§ **Records shown**
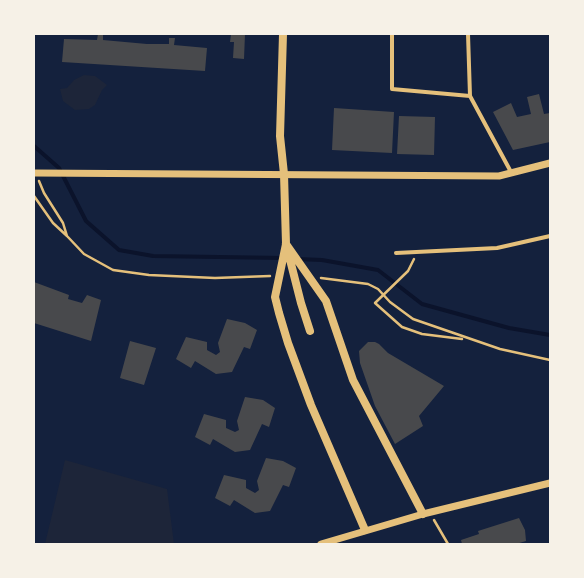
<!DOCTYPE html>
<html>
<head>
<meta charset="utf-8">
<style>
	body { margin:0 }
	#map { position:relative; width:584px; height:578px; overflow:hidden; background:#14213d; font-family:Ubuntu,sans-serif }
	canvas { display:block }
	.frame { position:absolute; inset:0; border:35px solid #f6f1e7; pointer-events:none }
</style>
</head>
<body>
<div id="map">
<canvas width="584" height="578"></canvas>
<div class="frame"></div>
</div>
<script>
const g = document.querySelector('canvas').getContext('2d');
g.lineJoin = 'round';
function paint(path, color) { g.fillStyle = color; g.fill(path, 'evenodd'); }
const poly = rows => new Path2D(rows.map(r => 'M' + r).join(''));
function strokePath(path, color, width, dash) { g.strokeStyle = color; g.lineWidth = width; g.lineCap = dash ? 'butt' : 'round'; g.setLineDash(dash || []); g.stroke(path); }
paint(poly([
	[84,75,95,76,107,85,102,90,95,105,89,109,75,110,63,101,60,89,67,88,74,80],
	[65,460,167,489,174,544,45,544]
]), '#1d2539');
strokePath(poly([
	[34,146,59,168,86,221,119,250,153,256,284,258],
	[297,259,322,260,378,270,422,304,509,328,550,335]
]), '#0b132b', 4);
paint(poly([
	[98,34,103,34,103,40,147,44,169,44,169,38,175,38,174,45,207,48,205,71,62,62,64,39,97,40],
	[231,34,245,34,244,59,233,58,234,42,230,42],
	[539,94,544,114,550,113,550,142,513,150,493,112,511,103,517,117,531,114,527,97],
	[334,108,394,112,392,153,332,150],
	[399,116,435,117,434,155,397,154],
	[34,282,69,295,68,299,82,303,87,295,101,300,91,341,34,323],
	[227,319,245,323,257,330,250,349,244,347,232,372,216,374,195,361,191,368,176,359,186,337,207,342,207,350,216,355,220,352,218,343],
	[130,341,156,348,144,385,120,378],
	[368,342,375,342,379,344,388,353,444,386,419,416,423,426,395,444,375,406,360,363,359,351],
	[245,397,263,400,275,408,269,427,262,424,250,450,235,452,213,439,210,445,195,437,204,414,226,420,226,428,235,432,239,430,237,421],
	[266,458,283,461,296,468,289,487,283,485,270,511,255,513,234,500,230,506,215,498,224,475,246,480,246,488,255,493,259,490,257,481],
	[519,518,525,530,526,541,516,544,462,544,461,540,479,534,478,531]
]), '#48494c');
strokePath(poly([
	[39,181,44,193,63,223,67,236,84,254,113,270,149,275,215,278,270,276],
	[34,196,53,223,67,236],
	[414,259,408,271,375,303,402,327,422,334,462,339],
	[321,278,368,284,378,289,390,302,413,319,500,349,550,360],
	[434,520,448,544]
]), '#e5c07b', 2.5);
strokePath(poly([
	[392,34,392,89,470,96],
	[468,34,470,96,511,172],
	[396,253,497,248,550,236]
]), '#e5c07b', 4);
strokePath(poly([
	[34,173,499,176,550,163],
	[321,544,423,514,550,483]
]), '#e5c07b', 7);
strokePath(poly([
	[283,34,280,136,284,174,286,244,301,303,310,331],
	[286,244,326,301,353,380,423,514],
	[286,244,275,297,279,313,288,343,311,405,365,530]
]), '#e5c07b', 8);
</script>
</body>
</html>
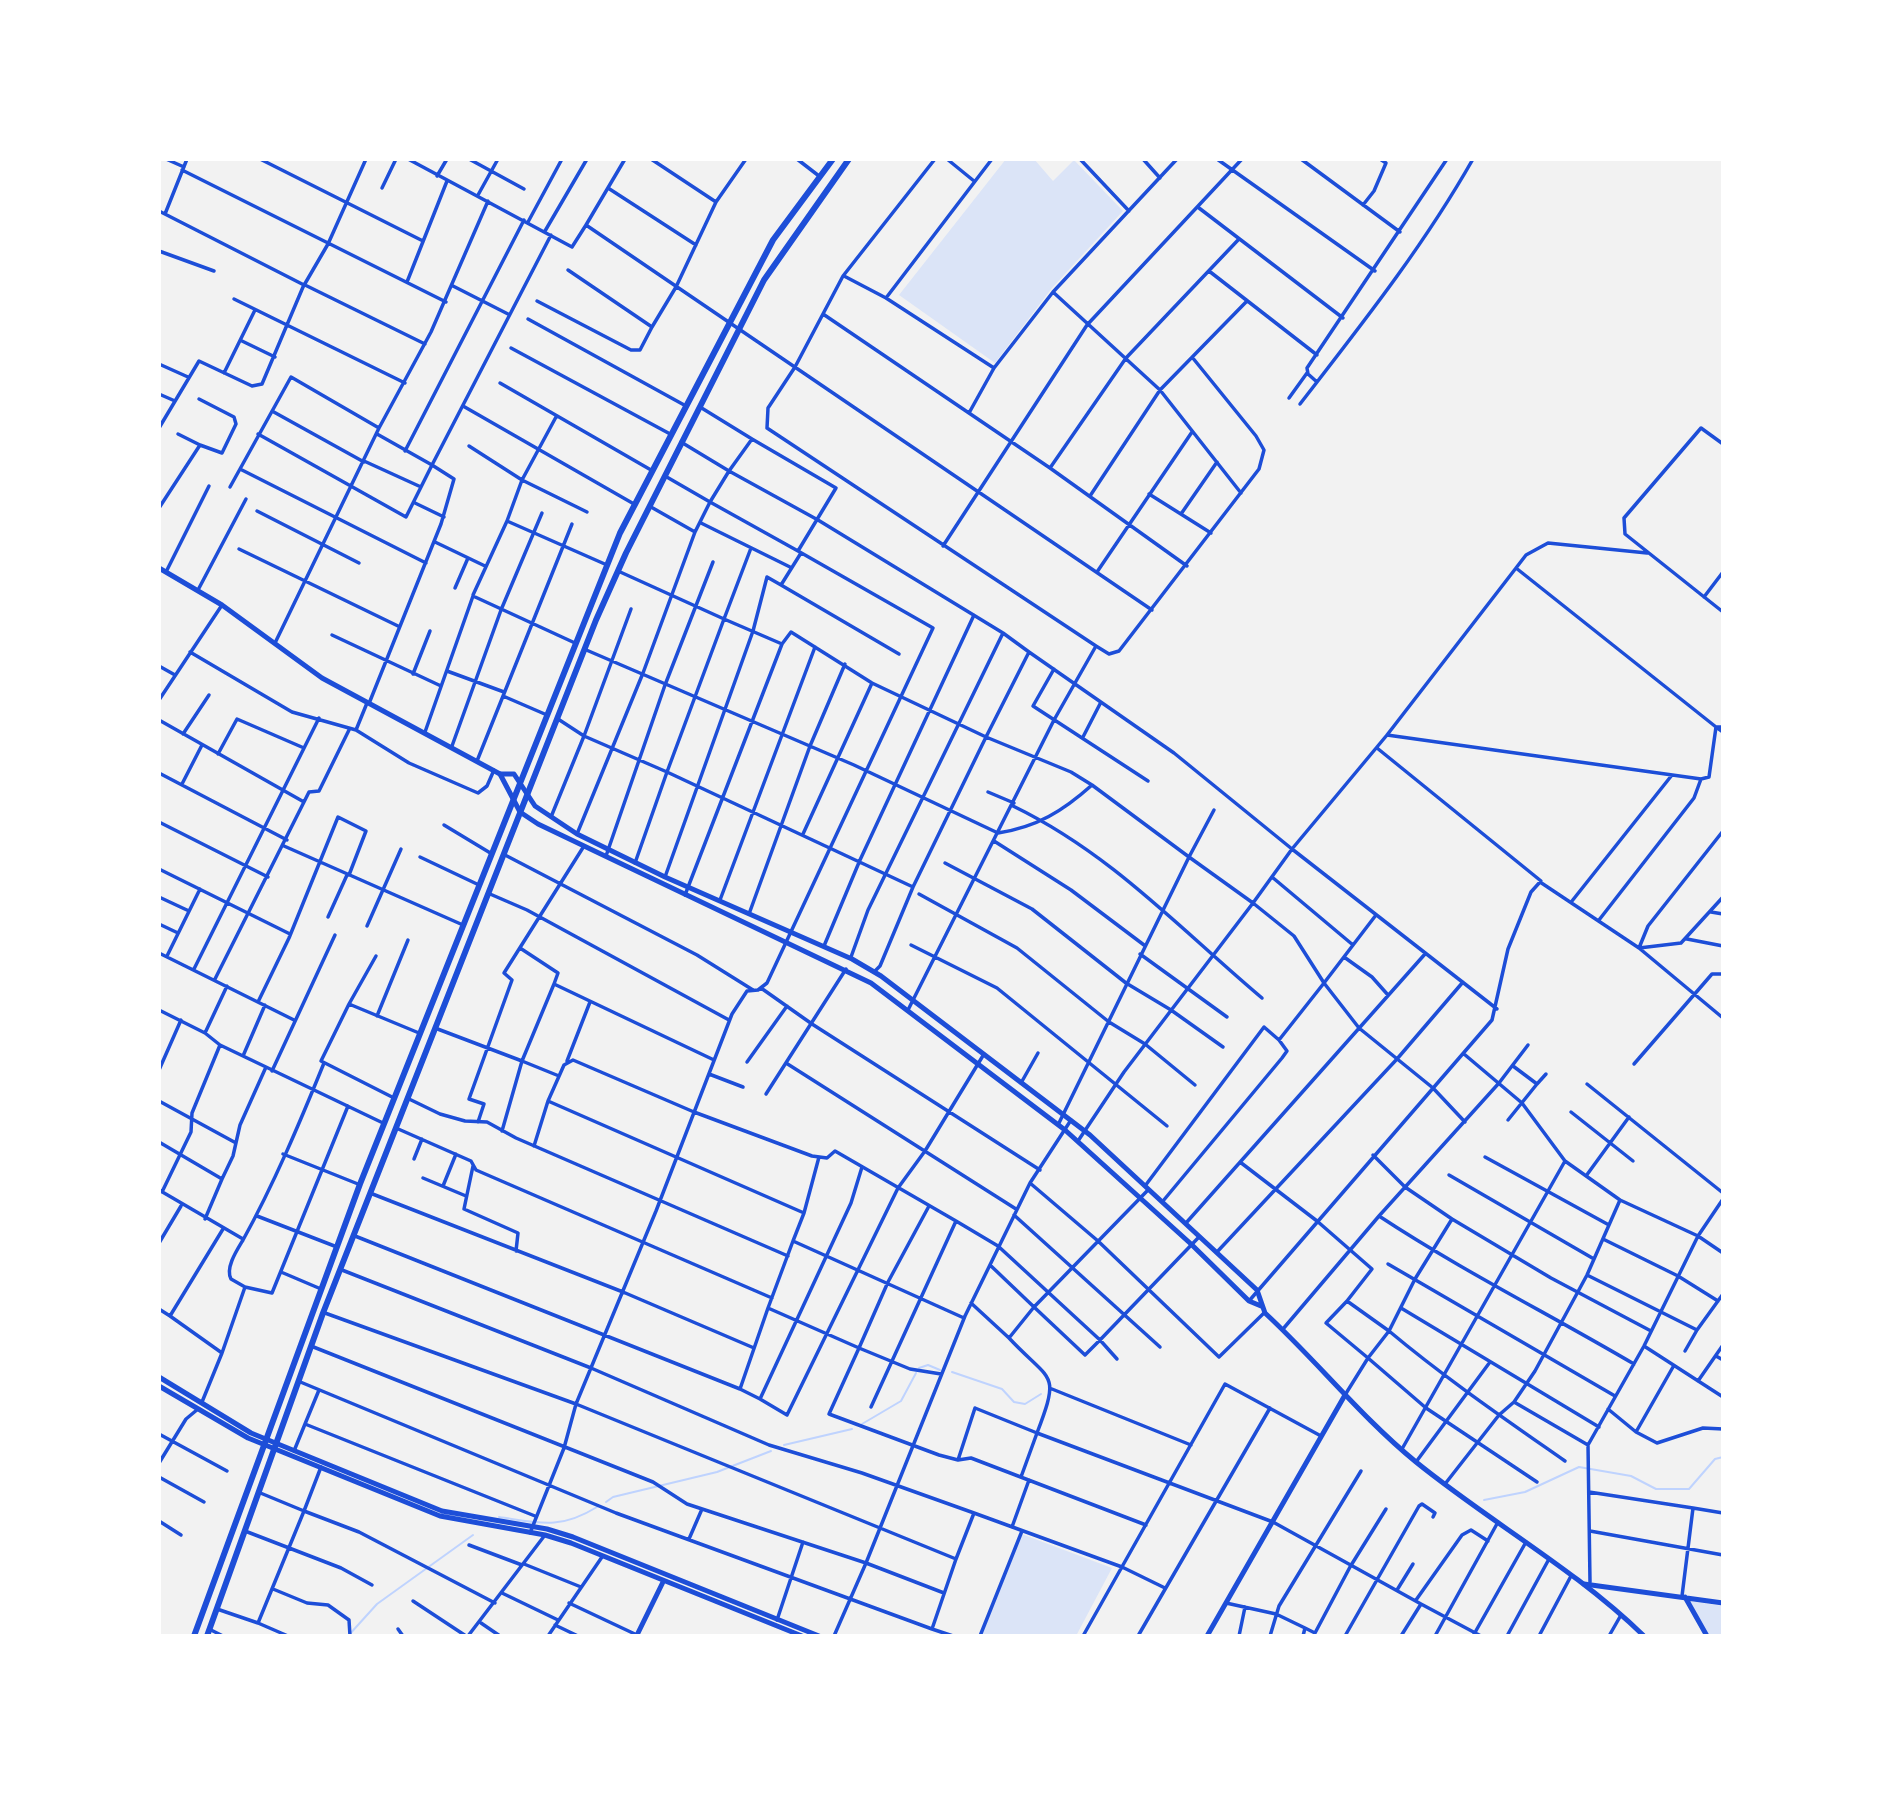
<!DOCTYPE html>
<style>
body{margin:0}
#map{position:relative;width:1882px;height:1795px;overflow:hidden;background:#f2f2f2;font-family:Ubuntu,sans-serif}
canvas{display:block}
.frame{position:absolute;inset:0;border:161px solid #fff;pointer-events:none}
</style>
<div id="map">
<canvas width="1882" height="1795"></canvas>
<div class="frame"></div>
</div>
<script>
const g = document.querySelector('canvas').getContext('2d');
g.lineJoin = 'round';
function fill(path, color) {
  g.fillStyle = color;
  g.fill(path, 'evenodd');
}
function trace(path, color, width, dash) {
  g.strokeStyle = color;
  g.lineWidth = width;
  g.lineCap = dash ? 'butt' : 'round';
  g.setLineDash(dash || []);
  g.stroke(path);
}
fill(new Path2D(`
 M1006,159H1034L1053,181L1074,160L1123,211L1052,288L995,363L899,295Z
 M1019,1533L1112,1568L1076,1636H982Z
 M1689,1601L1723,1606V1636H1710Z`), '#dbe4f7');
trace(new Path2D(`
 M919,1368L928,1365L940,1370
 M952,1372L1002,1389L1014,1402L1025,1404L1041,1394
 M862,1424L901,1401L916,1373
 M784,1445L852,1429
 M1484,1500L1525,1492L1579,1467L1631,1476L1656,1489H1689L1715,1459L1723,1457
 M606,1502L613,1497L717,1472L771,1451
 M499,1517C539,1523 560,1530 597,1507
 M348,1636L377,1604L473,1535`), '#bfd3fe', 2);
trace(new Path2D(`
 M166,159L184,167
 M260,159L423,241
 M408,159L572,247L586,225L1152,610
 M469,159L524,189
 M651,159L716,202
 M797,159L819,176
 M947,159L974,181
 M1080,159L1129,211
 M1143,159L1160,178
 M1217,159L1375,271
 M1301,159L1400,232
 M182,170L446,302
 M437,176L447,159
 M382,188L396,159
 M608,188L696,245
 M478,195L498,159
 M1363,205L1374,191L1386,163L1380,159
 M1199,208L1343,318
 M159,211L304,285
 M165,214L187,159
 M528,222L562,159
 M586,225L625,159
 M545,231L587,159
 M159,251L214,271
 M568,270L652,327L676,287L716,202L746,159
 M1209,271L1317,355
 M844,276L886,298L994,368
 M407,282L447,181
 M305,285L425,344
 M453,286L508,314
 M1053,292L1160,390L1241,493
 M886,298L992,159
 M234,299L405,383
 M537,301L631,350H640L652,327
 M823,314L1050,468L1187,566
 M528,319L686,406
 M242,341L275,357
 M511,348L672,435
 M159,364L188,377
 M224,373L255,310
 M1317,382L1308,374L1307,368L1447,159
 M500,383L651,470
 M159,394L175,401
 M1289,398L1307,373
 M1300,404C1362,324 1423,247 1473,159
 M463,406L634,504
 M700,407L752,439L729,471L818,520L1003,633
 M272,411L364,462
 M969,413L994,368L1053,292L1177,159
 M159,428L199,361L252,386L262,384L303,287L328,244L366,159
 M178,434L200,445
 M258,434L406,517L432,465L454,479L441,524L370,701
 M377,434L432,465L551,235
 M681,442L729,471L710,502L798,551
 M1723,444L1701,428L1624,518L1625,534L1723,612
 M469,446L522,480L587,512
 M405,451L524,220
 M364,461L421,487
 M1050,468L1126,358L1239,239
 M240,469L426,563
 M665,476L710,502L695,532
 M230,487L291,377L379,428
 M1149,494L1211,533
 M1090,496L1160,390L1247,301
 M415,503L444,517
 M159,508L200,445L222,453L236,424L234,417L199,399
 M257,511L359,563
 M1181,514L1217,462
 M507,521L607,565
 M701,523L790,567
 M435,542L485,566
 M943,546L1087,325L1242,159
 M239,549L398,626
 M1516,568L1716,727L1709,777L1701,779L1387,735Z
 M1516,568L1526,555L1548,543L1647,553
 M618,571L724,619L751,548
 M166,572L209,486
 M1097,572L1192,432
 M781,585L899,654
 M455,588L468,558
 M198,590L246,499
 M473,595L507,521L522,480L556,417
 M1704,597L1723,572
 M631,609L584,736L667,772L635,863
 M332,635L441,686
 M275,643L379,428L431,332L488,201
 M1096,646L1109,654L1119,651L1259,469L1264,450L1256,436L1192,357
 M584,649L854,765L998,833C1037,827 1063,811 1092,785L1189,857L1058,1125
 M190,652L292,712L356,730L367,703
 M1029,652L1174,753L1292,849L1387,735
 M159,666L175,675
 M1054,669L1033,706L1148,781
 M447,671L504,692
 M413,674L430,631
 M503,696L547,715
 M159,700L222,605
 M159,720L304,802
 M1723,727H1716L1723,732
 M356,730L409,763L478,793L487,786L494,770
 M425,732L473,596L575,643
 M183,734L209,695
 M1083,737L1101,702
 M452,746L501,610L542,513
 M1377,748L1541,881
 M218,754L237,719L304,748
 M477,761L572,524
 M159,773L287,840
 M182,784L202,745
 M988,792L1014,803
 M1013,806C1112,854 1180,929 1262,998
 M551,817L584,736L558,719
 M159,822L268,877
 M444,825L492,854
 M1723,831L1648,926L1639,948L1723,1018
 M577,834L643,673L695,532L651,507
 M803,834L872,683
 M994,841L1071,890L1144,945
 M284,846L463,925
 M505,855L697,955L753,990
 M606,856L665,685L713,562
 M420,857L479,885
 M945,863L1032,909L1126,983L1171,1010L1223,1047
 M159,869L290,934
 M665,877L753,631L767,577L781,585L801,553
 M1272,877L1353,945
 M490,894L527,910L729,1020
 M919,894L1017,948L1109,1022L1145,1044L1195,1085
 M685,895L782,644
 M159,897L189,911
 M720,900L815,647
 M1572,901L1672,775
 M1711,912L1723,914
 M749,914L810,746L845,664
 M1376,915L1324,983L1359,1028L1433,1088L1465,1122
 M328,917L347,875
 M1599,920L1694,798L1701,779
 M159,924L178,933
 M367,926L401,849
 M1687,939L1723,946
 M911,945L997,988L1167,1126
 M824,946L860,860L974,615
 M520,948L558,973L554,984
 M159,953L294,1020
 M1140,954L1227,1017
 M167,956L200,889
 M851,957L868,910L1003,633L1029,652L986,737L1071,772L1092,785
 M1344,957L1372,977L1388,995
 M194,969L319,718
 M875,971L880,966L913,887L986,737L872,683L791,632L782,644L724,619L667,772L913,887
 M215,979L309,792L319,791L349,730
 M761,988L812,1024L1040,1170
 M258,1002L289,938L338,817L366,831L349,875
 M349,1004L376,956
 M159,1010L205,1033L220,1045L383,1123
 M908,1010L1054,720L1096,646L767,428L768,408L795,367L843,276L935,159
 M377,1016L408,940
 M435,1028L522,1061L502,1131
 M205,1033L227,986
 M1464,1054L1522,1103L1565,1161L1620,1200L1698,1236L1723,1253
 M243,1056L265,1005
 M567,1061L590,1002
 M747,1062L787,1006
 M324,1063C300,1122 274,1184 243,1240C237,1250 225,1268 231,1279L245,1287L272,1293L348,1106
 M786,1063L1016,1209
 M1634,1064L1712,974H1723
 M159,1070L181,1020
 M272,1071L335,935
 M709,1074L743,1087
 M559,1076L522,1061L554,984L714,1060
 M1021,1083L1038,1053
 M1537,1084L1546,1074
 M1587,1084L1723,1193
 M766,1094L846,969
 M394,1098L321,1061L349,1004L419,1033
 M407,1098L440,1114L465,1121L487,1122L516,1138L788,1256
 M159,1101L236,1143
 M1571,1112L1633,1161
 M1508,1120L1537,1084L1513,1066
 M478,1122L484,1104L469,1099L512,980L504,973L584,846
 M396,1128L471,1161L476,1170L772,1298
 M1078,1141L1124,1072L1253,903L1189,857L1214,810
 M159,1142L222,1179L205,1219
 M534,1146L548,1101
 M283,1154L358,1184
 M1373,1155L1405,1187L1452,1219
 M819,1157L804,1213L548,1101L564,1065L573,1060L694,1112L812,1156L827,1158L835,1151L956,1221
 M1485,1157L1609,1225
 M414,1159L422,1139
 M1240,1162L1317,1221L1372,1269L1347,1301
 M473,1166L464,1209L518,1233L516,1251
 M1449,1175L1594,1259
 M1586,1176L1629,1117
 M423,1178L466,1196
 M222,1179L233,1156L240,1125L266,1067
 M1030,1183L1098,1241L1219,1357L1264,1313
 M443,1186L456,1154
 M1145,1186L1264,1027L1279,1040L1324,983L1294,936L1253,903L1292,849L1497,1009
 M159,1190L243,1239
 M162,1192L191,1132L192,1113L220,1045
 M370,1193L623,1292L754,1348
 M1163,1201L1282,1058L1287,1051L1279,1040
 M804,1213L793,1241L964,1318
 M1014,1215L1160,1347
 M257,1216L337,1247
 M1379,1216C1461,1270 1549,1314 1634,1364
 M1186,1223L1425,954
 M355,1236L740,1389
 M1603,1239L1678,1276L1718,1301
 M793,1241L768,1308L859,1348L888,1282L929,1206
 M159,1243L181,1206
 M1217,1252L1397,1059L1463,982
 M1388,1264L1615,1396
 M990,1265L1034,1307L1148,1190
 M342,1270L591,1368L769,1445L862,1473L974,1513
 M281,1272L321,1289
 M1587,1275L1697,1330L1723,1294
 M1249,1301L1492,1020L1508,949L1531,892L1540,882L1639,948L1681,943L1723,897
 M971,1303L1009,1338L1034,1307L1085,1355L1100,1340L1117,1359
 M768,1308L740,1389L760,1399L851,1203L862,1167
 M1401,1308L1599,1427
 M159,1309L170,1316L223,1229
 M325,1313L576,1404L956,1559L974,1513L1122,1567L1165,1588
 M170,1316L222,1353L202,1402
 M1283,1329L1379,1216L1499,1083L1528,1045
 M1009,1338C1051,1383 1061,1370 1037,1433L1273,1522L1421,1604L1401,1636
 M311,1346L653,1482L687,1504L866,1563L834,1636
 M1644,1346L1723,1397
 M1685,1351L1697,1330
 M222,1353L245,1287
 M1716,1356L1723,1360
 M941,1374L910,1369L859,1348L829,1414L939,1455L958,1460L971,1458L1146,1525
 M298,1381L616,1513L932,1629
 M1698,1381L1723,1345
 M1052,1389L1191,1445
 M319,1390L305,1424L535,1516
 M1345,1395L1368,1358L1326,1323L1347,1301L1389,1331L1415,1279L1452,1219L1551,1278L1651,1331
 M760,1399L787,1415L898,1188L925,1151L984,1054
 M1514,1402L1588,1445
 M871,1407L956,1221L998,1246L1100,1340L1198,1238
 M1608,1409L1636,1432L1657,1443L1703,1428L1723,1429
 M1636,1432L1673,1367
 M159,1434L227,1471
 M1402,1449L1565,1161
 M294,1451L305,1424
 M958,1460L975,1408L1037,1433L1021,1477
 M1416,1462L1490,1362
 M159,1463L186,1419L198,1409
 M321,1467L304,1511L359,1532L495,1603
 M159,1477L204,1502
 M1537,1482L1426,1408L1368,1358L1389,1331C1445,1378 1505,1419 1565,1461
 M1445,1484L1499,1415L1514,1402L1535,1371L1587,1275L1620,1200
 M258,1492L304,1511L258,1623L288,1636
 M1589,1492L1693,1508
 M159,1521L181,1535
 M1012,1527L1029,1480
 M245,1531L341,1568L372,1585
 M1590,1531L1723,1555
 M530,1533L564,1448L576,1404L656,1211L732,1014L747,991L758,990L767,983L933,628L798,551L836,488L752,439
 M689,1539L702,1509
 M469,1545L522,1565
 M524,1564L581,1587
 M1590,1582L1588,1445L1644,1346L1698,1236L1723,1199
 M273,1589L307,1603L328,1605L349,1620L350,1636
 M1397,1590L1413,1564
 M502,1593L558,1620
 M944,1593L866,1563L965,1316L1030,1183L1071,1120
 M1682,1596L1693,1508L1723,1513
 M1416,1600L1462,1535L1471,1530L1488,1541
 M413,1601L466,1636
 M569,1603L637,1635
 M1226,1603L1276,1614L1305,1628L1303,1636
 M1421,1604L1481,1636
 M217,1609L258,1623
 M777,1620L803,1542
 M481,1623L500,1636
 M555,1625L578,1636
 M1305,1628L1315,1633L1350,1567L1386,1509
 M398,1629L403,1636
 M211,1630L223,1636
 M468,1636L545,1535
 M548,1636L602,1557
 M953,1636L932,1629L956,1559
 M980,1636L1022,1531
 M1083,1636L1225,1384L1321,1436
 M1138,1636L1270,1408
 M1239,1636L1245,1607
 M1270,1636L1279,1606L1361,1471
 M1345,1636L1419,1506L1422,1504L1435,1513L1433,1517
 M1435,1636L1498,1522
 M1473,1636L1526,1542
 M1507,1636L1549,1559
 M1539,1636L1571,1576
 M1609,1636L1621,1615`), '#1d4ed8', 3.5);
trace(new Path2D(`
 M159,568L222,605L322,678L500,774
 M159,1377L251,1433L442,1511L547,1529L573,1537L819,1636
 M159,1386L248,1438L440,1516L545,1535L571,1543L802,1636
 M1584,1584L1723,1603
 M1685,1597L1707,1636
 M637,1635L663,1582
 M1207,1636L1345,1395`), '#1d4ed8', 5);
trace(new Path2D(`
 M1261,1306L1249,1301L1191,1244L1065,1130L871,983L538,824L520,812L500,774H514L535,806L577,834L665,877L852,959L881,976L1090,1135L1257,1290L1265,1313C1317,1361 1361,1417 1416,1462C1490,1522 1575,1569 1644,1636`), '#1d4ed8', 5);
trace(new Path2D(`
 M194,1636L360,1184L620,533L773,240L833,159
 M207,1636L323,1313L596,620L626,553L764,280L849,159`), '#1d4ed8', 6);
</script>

§ **Task item**
Where the data above reaches the line holding "M1587,1275L1697,1330L1723,1294", begin printing, and stop after the line holding "M980,1636L1022,1531". Each line must be reproduced exactly, with nothing else added.

§ **Result of the task**
 M1587,1275L1697,1330L1723,1294
 M1249,1301L1492,1020L1508,949L1531,892L1540,882L1639,948L1681,943L1723,897
 M971,1303L1009,1338L1034,1307L1085,1355L1100,1340L1117,1359
 M768,1308L740,1389L760,1399L851,1203L862,1167
 M1401,1308L1599,1427
 M159,1309L170,1316L223,1229
 M325,1313L576,1404L956,1559L974,1513L1122,1567L1165,1588
 M170,1316L222,1353L202,1402
 M1283,1329L1379,1216L1499,1083L1528,1045
 M1009,1338C1051,1383 1061,1370 1037,1433L1273,1522L1421,1604L1401,1636
 M311,1346L653,1482L687,1504L866,1563L834,1636
 M1644,1346L1723,1397
 M1685,1351L1697,1330
 M222,1353L245,1287
 M1716,1356L1723,1360
 M941,1374L910,1369L859,1348L829,1414L939,1455L958,1460L971,1458L1146,1525
 M298,1381L616,1513L932,1629
 M1698,1381L1723,1345
 M1052,1389L1191,1445
 M319,1390L305,1424L535,1516
 M1345,1395L1368,1358L1326,1323L1347,1301L1389,1331L1415,1279L1452,1219L1551,1278L1651,1331
 M760,1399L787,1415L898,1188L925,1151L984,1054
 M1514,1402L1588,1445
 M871,1407L956,1221L998,1246L1100,1340L1198,1238
 M1608,1409L1636,1432L1657,1443L1703,1428L1723,1429
 M1636,1432L1673,1367
 M159,1434L227,1471
 M1402,1449L1565,1161
 M294,1451L305,1424
 M958,1460L975,1408L1037,1433L1021,1477
 M1416,1462L1490,1362
 M159,1463L186,1419L198,1409
 M321,1467L304,1511L359,1532L495,1603
 M159,1477L204,1502
 M1537,1482L1426,1408L1368,1358L1389,1331C1445,1378 1505,1419 1565,1461
 M1445,1484L1499,1415L1514,1402L1535,1371L1587,1275L1620,1200
 M258,1492L304,1511L258,1623L288,1636
 M1589,1492L1693,1508
 M159,1521L181,1535
 M1012,1527L1029,1480
 M245,1531L341,1568L372,1585
 M1590,1531L1723,1555
 M530,1533L564,1448L576,1404L656,1211L732,1014L747,991L758,990L767,983L933,628L798,551L836,488L752,439
 M689,1539L702,1509
 M469,1545L522,1565
 M524,1564L581,1587
 M1590,1582L1588,1445L1644,1346L1698,1236L1723,1199
 M273,1589L307,1603L328,1605L349,1620L350,1636
 M1397,1590L1413,1564
 M502,1593L558,1620
 M944,1593L866,1563L965,1316L1030,1183L1071,1120
 M1682,1596L1693,1508L1723,1513
 M1416,1600L1462,1535L1471,1530L1488,1541
 M413,1601L466,1636
 M569,1603L637,1635
 M1226,1603L1276,1614L1305,1628L1303,1636
 M1421,1604L1481,1636
 M217,1609L258,1623
 M777,1620L803,1542
 M481,1623L500,1636
 M555,1625L578,1636
 M1305,1628L1315,1633L1350,1567L1386,1509
 M398,1629L403,1636
 M211,1630L223,1636
 M468,1636L545,1535
 M548,1636L602,1557
 M953,1636L932,1629L956,1559
 M980,1636L1022,1531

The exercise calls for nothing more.